Dalla prospettiva britannica l’area di libero scambio con la Turchia permetterà di contenere la dipendenza di Londra dalle merci cinesi, che attualmente corrispondono a circa il 10% dell’intero valore annuale delle importazioni britanniche ‒ circa 60 miliardi di euro su un totale di quasi 600 – con un interscambio complessivo che nel 2020 ha superato gli 85 miliardi di euro ed una bilancia commerciale nettamente favorevole a Pechino. Pur risultando evidentemente incompatibile con la strategia anticinese adottata da Londra, nel passato recente, l’idea di un’area di libero scambio commerciale tra Londra e Pechino godeva in Gran Bretagna di una certa attenzione. Nel 2018 era stato lo stesso ministro degli Esteri cinese Wang Yi a proporre al suo omologo britannico Jeremy Hunt l’idea di un’area di libero scambio tra Londra e Pechino: malgrado ciò, l’atteggiamento britannico del presente sembra non tollerare una Cina prospera e in forze.
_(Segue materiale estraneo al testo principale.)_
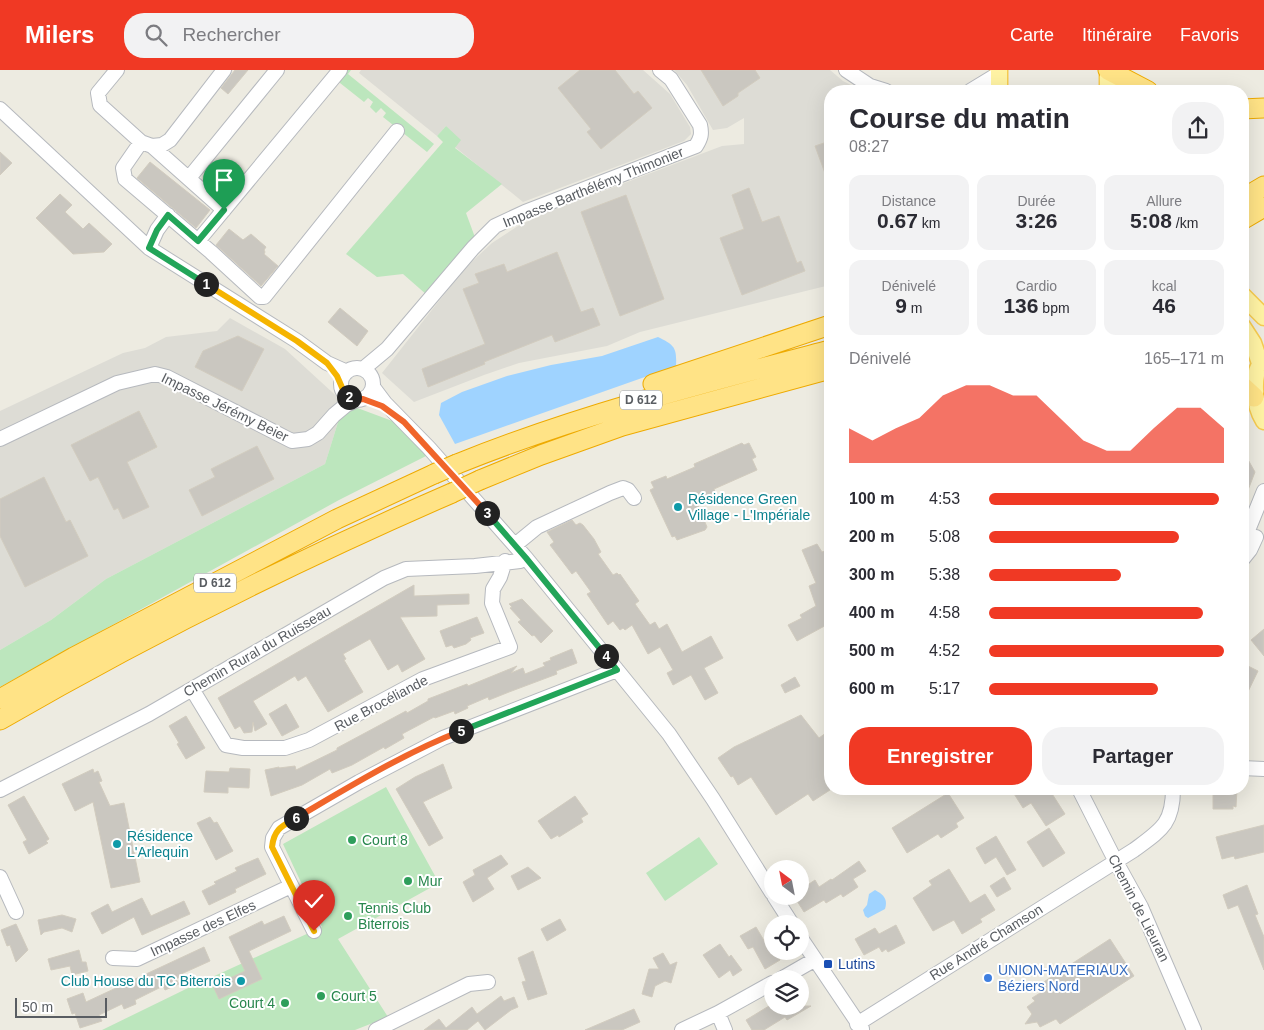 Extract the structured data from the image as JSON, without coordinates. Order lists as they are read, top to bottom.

Oltre che nel Vicino Oriente, l’intesa strategica tra Gran Bretagna e Turchia non mancherà di avere importanti risvolti anche in Africa, dove la tradizionale presenza britannica si trova a fare i conti con il protagonismo russo e cinese: un protagonismo che Londra punta evidentemente a contrastare facendo leva sulla presenza turca nel continente africano.

Rispetto a Mosca, infine, la “scommessa turca” della Gran Bretagna sembra volersi ispirare alla larga coalizione che affrontò l’Impero zarista nella guerra di Crimea combattuta tra il 1853 ed il 1856. Nel presente, del resto, Ankara e Londra si trovano spalla a spalla anche in Ucraina, fornendo da sette anni assistenza ‒ istruttori, mercenari, armi e droni ‒ all’esercito di Kiev contro gli insorti del Donbass sostenuti da Mosca. Malgrado tutte le azioni messe in campo e le ambizioni di Lord Johnson, la gloria di Lord Palmerston potrebbe di per sé non garantire i fasti del passato alla nuova Gran Bretagna post-Brexit.